An Aboriginal man in a black striped shirt and wide brimmed hat stands in a outdoor bar area.

Kowanyama’s takeaway liquor license has good and bad sides for remote Cape York community

To legally buy alcohol from this Queensland pub you must blow in the bag – and you must blow zero.

Kowanyama, a remote town on western Cape York, was one of seven Indigenous communities in Queensland where prohibition was introduced in 2008.

In 2014, the local canteen reopened serving restricted amounts of alcohol.

This year the community has gained more freedom regarding alcohol, successfully applying for a takeaway license.

But that freedom is restricted.

Each person is limited to buying 12 mid-strength drinks per evening, and only from Wednesday to Saturday between 5pm and 11pm.

To enter the canteen patrons you must sign in, take a breathalyser test, and return a zero blood alcohol reading—even to buy takeaways.

Some Kowanyama residents register their homes as ‘dry places’, with penalties for anyone who brings alcohol in.(ABC Far North: Mark Rigby )

They can then, for example, have four drinks at the bar and take eight home.

Producing a members or visitors card at the bar allows staff to keep tabs on how many drinks people have had, while customers are kept informed of their limit by a flashing digital display on the cash register.

A similar canteen has this month opened on the opposite side of Cape York, at Lockhart River — another of the seven communities where prohibition was introduced in 2008.

Venues on Mornington Island and at Pormpuraaw, on western Cape York, are also in the process of applying for extensions of their existing liquor licences.

‘Hardly anyone here’

Many in Kowanyama gathered for the annual Rodeo Ball this month, hosted at the canteen.

Thomas Hudson, President of the Kowanyama Sport and Recreation Association which runs the canteen, said the aim of the ball was to bring the community together.

An Aboriginal man dressed in jeans and a plaid shirt stands under a string of balloons reading 'Rodeo Ball'.
Kowanyama Sport and Recreation Association president Thomas Hudson spearheads the annual Rodeo Ball.(ABC Far North: Mark Rigby)

“For people to dress up and be proud of themselves because we don’t do that every day here in our community,” Mr Hudson said.

Attendance at this year’s event, the first since its inception where takeaway alcohol has been available, was down on previous years.

The steady stream of people buying from the canteen takeaway counter before its 8pm closure confirmed what ball attendee Clive ‘Smokey’ Gilbert suspected – that many were choosing to drink at home.

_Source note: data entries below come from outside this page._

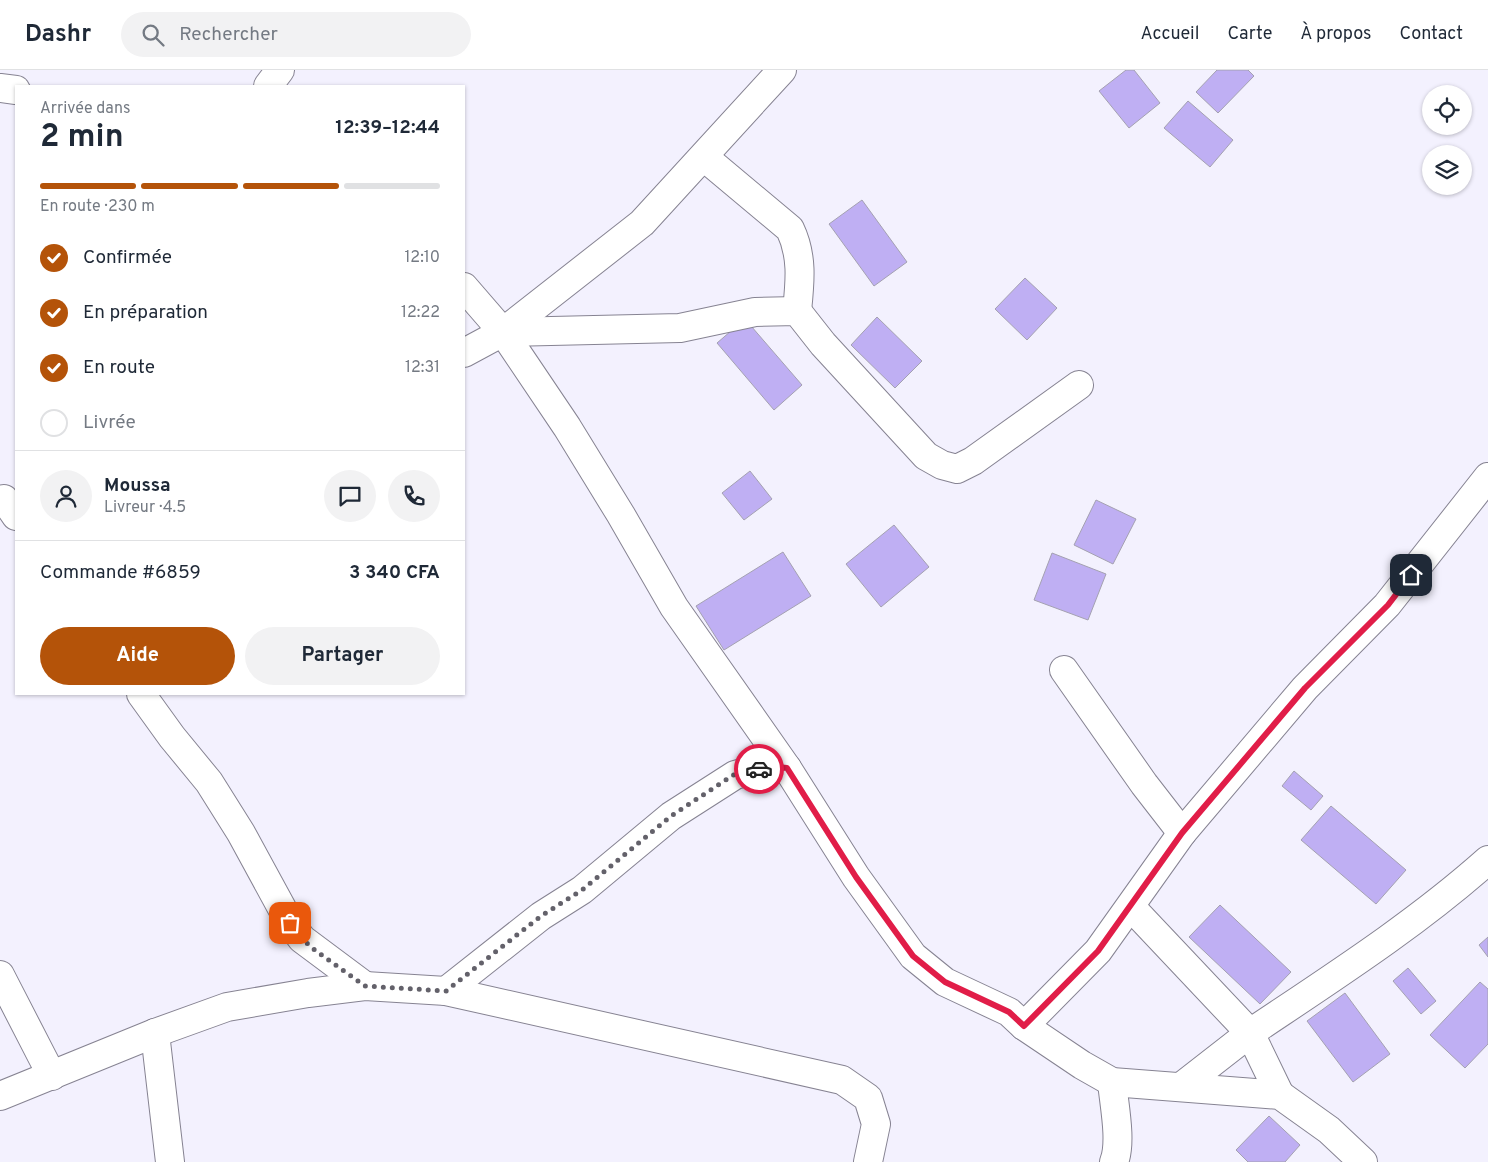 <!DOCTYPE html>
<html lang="fr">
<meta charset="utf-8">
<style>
:root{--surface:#fff;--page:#f2f2f3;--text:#1f2937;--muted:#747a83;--line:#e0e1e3;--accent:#b45309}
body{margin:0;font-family:Overpass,sans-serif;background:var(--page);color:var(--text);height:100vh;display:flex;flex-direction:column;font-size:19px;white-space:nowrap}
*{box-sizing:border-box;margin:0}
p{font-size:16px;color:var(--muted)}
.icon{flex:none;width:28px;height:28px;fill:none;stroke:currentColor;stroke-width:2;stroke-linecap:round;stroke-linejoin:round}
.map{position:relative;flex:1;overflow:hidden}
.side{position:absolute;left:15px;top:15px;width:450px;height:610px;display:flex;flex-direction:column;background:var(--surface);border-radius:0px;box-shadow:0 1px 4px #0004}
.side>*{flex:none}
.fabs{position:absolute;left:1422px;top:15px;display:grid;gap:10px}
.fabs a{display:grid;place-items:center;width:50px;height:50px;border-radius:50%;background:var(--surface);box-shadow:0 1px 4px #0004;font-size:25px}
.pin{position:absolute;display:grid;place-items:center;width:42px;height:42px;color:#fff;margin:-21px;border-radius:10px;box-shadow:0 2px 8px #0006}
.courier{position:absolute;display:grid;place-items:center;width:50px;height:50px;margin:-25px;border:4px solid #e11d48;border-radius:50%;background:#fff;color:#222;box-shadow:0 1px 6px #0007}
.overview em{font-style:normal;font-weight:700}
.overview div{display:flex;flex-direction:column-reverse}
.overview{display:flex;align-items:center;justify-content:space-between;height:85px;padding:0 25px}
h1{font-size:32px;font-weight:700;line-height:38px}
.bar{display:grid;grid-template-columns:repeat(4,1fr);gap:8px 5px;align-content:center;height:60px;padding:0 25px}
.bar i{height:6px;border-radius:4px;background:var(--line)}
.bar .active{background:var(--accent)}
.bar p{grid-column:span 4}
.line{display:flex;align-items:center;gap:12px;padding:0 25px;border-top:1px solid var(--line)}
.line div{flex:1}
.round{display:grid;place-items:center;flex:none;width:52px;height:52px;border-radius:26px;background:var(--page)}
ol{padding:0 25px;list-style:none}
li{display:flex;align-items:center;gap:15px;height:55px}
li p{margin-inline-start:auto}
li .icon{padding:5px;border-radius:50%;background:var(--accent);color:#fff;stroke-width:4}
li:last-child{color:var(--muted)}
li i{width:28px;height:28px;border:2px solid var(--line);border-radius:50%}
.primary-button{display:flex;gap:10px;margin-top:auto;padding:10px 25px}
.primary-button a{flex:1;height:58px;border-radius:30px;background:var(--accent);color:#fff;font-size:20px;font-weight:700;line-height:58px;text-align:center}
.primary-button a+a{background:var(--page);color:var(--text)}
header{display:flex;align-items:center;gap:30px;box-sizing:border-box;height:70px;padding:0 25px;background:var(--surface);border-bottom:1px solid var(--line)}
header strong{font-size:24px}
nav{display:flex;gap:28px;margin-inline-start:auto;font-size:18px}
.search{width:350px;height:45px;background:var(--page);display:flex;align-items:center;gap:12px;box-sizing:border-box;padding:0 18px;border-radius:28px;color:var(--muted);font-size:19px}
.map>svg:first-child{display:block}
.building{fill:#bfaff3;stroke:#a4a1b1}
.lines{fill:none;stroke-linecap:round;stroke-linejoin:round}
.street-casing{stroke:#868392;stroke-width:30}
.street{stroke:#fff;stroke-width:28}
.done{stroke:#63616a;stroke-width:5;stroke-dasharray:0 9}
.route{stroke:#e11d48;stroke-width:6}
</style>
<header>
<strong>Dashr</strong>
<div class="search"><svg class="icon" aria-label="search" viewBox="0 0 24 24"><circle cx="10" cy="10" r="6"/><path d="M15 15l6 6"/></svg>Rechercher</div>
<nav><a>Accueil</a><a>Carte</a><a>À propos</a><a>Contact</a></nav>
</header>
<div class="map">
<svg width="1488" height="1092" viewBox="0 0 1488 1092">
<rect width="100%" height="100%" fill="#f3f1fe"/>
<g class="building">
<polygon points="1126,0 1134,0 1160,33 1129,58 1099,21"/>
<polygon points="1217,0 1248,0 1254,6 1218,43 1196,22"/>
<polygon points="1188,31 1233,70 1210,97 1164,58"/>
<polygon points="862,130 907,192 874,216 829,154"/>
<polygon points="1025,208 1057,238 1027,270 995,239"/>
<polygon points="877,247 922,291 895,318 851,275"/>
<polygon points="745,249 802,315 774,340 717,273"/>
<polygon points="750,401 772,429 744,450 722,423"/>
<polygon points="1096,430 1136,449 1113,494 1074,475"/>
<polygon points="894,455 929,497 881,537 846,494"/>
<polygon points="783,482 811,526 724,580 696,536"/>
<polygon points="1052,483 1106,504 1088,550 1034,530"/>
<polygon points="1294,701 1323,726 1311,740 1282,716"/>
<polygon points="1331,736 1406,800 1376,834 1301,770"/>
<polygon points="1220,835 1291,902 1260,934 1189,867"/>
<polygon points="1488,867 1488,887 1479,875"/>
<polygon points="1408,898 1436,931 1421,944 1393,911"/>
<polygon points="1480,912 1488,919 1488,974 1465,998 1430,965"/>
<polygon points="1345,923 1390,984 1353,1012 1307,951"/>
<polygon points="1269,1046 1300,1075 1285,1092 1248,1092 1236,1080"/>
</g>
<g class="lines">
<g class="street-casing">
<g id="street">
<polyline points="268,16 280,0"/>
<polyline points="0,18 16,20"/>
<path d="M704,87L790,159C803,186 800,212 797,241"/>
<polyline points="464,217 503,262 567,357 621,445 674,537 787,698 856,807 913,886 945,912 1009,942 1024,956 1082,995 1112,1012 1280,1025 1329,1060 1363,1092"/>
<polyline points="503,262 680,258 755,242 797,241 823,274 926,386 942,395 957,399 973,391 1079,315"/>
<polyline points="464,283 503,262 642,153 782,0"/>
<polyline points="4,429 16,446"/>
<polyline points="1064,600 1144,714 1182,763"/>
<polyline points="141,624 172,667 209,712 241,763 290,853 302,869 365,916"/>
<polyline points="1131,837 1250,963 1182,1016"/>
<polyline points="0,905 52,1006"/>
<polyline points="446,921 541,846 582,820 671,746 735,705 768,696 787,698"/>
<polyline points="1024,956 1098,881 1182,763 1305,618 1387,535 1488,407"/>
<polyline points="155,963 170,1092"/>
<path d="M1112,1012C1114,1034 1122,1072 1114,1092"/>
<path d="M1280,1025L1250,963C1332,908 1415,855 1488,790"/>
<polyline points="0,1026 155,963 227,937 308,923 365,916 446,921 842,1010 868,1028 876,1054 868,1092"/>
</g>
</g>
<use href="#street" class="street"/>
</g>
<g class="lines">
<polyline class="done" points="290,853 302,869 316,881 365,916 446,921 541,846 582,820 671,746 735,704 759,699"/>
<polyline class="route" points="759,699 768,696 787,698 856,807 913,886 945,912 1009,942 1024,956 1098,881 1182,763 1305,618 1388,535 1411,505"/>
</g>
</svg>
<div class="fabs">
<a><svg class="icon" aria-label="locate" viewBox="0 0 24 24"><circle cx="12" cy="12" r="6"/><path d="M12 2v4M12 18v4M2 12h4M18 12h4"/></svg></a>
<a><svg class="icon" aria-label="layers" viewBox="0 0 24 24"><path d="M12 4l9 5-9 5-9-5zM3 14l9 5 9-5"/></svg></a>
</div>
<div class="pin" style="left:290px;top:853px;background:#ea580c"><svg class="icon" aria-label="bag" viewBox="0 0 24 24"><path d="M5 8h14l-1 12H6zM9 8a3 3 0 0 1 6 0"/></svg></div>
<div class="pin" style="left:1411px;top:505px;background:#1f2937"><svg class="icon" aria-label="home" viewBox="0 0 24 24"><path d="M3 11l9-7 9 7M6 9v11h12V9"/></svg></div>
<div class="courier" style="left:759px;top:699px"><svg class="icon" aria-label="car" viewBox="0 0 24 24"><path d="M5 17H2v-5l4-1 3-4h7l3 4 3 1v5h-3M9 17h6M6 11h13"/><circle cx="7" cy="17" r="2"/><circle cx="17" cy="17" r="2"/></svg></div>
<section class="side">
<div class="overview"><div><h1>2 min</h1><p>Arrivée dans</p></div><em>12:39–12:44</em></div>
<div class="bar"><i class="active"></i><i class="active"></i><i class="active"></i><i></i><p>En route · 230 m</p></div>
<ol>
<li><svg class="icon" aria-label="check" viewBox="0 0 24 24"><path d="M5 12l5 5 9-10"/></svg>Confirmée<p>12:10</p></li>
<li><svg class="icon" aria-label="check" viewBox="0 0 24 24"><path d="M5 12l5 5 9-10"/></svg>En préparation<p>12:22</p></li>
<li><svg class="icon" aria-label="check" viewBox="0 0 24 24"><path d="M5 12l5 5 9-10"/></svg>En route<p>12:31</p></li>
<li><i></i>Livrée</li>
</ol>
<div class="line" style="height:90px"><a class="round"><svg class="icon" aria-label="person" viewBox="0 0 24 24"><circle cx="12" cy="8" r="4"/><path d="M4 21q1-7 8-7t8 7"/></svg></a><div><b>Moussa</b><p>Livreur · 4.5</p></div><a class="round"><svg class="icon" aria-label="chat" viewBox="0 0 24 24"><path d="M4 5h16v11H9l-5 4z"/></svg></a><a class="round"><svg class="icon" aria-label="phone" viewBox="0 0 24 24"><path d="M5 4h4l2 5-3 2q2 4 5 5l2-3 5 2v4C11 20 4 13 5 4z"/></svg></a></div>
<div class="line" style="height:65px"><div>Commande #6859</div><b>3 340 CFA</b></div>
<div class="primary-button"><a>Aide</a><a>Partager</a></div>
</section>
</div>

“There’s hardly anyone in the canteen here,” Smokey said.

“When no takeaways were on this pub used to be crowded but you don’t see that now, they’re always going home now.”

Two Indigenous men stand side by side under fluorescent lights in a bar.
Clive ‘Smokey’ Gilbert (L) and Kowanyama Aboriginal Shire Mayor Robbie Sands (R) attended this year’s Rodeo Ball.(ABC Far North: Mark Rigby)

Fellow Kowanyama resident Gwendolyn Dick said despite the below average attendance, the ball did succeed in bringing the community together during an extended period of sorry business.

“We had four deaths just recently, and another one in the last week or so,” Ms Dick said.

“It’s good to see all the families from in the community come together all in one because we often can’t during the sorry business and the funeral.”

Return of rights and responsibilities

Most in Kowanyama welcome the return of the canteen and of takeaway alcohol sales, including the community’s women’s support group.

Security providers and canteen customers said the increase in takeaway sales had resulted in a reduction in fights and anti-social behavior at the pub.

“It’s something good for the community,” Smokey said.

“It keeps them out of trouble and people enjoy their beers at home watching the football.”

Silhouetted figures bathed in fluorescent light in an outdoor bar.
Rodeo Ball attendance was down in 2022, with takeaway sales meaning more people are choosing to drink at home instead.(ABC Far North: Mark Rigby)

For Michael Yam, a former mayor of the Kowanyama Aboriginal Shire Council the resumption of takeaway alcohol sales at the community’s canteen is a return of the rights and responsibilities of the townspeople.

“It’s about time they gave us something back,” he said.

“It’ll probably minimize the sly grogging because, as we know, in our community there’s always opportunists that are going to do it.”

And he said there were benefits to people choosing to drink at home, rather than at the canteen.

“Some families take their drinks home so that they can be home with their kids instead of drinking in the club all the time, away from their little ones.”

Lockhart River Aboriginal Shire Major Wayne Butcher said that community’s newly opened canteen had been “14 years in the making.”

“It’s created 10 new jobs in the community overnight so it’s great to see a lot of young people working as crowd controllers, security or people serving alcohol behind the bar and preparing food,” he said.

“That’s the other side of the coin that we don’t get to look at too much or focus on.”